This is true of any vector-valued function that has a constant length, that is, that traces out part of a circle. It has important implications later on, so we state it as a theorem (and leave its formal proof as an Exercise.)

THEOREM 93 Vector-Valued Functions of Constant Length

Let $$\vecs r(t)$$ be a differentiable vector-valued function on an open interval $$I$$ of constant length. That is, $$\norm{\vecs r(t)} = c$$ for all $$t$$ in $$I$$ (equivalently, $$\vecs r(t)\cdot \vecs r(t) = c^2$$ for all $$t$$ in $$I$$). Then $$\vecs r(t)\cdot\vecs r ^\prime(t) = 0$$ for all $$t$$ in $$I$$.

## Integration

Indefinite and definite integrals of vector-valued functions are also evaluated component-wise.

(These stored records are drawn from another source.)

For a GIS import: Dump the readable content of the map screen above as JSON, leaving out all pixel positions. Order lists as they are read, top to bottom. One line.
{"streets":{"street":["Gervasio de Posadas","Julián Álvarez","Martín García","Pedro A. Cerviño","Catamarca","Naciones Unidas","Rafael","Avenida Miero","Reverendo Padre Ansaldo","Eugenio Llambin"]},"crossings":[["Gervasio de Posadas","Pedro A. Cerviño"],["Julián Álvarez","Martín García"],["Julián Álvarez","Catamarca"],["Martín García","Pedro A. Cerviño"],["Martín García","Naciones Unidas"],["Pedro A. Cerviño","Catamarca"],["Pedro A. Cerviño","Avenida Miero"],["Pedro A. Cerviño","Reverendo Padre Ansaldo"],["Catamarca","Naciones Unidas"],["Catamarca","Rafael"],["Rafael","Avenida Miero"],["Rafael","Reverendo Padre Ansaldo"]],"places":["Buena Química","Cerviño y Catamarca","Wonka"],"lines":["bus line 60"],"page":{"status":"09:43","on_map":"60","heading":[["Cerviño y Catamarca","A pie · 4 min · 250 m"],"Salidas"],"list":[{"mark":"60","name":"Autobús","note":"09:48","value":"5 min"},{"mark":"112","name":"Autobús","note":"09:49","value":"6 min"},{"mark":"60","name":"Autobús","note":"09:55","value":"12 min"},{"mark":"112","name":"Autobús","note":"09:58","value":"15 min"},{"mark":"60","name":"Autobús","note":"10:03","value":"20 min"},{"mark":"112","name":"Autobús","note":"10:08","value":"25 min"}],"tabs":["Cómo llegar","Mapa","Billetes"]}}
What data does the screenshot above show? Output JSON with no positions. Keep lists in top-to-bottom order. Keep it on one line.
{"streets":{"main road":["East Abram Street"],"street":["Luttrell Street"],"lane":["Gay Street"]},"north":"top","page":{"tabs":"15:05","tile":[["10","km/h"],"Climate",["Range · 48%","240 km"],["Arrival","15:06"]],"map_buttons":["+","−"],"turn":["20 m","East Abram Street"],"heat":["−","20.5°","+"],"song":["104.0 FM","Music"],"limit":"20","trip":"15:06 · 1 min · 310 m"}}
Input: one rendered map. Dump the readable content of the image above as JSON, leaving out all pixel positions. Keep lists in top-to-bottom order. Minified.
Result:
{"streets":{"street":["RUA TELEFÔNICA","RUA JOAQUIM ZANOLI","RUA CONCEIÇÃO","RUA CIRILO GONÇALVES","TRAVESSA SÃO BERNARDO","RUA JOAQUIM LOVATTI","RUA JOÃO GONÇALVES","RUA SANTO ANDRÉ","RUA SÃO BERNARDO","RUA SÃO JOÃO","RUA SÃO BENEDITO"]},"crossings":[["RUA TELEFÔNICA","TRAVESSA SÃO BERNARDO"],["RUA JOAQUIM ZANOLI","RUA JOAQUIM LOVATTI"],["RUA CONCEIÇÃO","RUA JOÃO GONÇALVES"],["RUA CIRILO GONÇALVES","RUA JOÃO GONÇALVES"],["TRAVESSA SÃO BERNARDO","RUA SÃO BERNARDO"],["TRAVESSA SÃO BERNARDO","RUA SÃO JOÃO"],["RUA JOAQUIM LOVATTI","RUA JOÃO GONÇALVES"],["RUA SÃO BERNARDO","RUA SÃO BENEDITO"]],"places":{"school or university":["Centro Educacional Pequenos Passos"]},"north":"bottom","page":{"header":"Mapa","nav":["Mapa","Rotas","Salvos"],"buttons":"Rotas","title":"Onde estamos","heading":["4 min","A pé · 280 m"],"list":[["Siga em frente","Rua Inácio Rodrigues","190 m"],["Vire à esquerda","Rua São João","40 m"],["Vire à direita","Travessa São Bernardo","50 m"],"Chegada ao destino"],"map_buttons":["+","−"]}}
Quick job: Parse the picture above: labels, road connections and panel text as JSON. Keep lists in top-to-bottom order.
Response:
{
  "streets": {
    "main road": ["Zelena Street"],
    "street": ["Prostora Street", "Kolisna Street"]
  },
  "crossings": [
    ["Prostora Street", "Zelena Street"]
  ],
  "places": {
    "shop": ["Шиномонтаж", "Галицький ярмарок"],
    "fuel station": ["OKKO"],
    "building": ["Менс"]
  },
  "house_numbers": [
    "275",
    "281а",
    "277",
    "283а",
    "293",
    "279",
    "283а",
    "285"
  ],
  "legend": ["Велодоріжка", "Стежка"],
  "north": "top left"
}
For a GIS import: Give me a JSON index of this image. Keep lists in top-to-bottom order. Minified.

THEOREM 94: Indefinite and Definite Integrals of Vector-Valued Functions

Let $$\vecs r(t) = \langle f(t),g(t)\rangle$$ be a vector-valued function in $$\mathbb{R}^2$$.

1. $$\int \vecs r(t)\ dt = \langle \int f(t)\ dt, \int g(t)\ dt\rangle$$
2. $$\int_a^b \vecs r(t)\ dt = \langle \int_a^b f(t)\ dt, \int_a^b g(t)\ dt\rangle$$

A similar statement holds for vector-valued functions in $$\mathbb{R}^3$$.

Example $$\PageIndex{8}$$: Evaluating a definite integral of a vector-valued function

Let $$\vecs r(t) = \langle e^{2t},\sin t\rangle$$. Evaluate $$\int_0^1 \vecs r(t) \ dt$$.

Solution

\begin{align*} \int_0^1 \vecs r(t) \ dt &= \int_0^1 \langle e^{2t},\sin t\rangle \ dt \\ &= \langle \int_0^1 e^{2t}\ dt\ , \int_0^1 \sin t \ dt \rangle \\ &= \langle \frac12e^{2t}\Big|_0^1\ , -\cos t\Big|_0^1\rangle \\ &= \langle \frac12(e^2-1)\ , -\cos(1)+1\rangle\\ &\approx \langle 3.19,0.460\rangle. \end{align*}

Example $$\PageIndex{9}$$: Solving an initial value problem

Let $$\vecs r ^{\prime\prime}(t) = \langle 2, \cos t, 12t\rangle$$. Find $$\vecs r(t)$$ where:

1. $$\vecs r(0) = \langle -7,-1,2\rangle$$ and
2. $$\vecs r ^\prime(0) = \langle 5,3,0\rangle.$$

Solution

Knowing $$\vecs r ^{\prime\prime}(t) = \langle 2,\cos t, 12t\rangle$$, we find $$\vecs r ^\prime(t)$$ by evaluating the indefinite integral.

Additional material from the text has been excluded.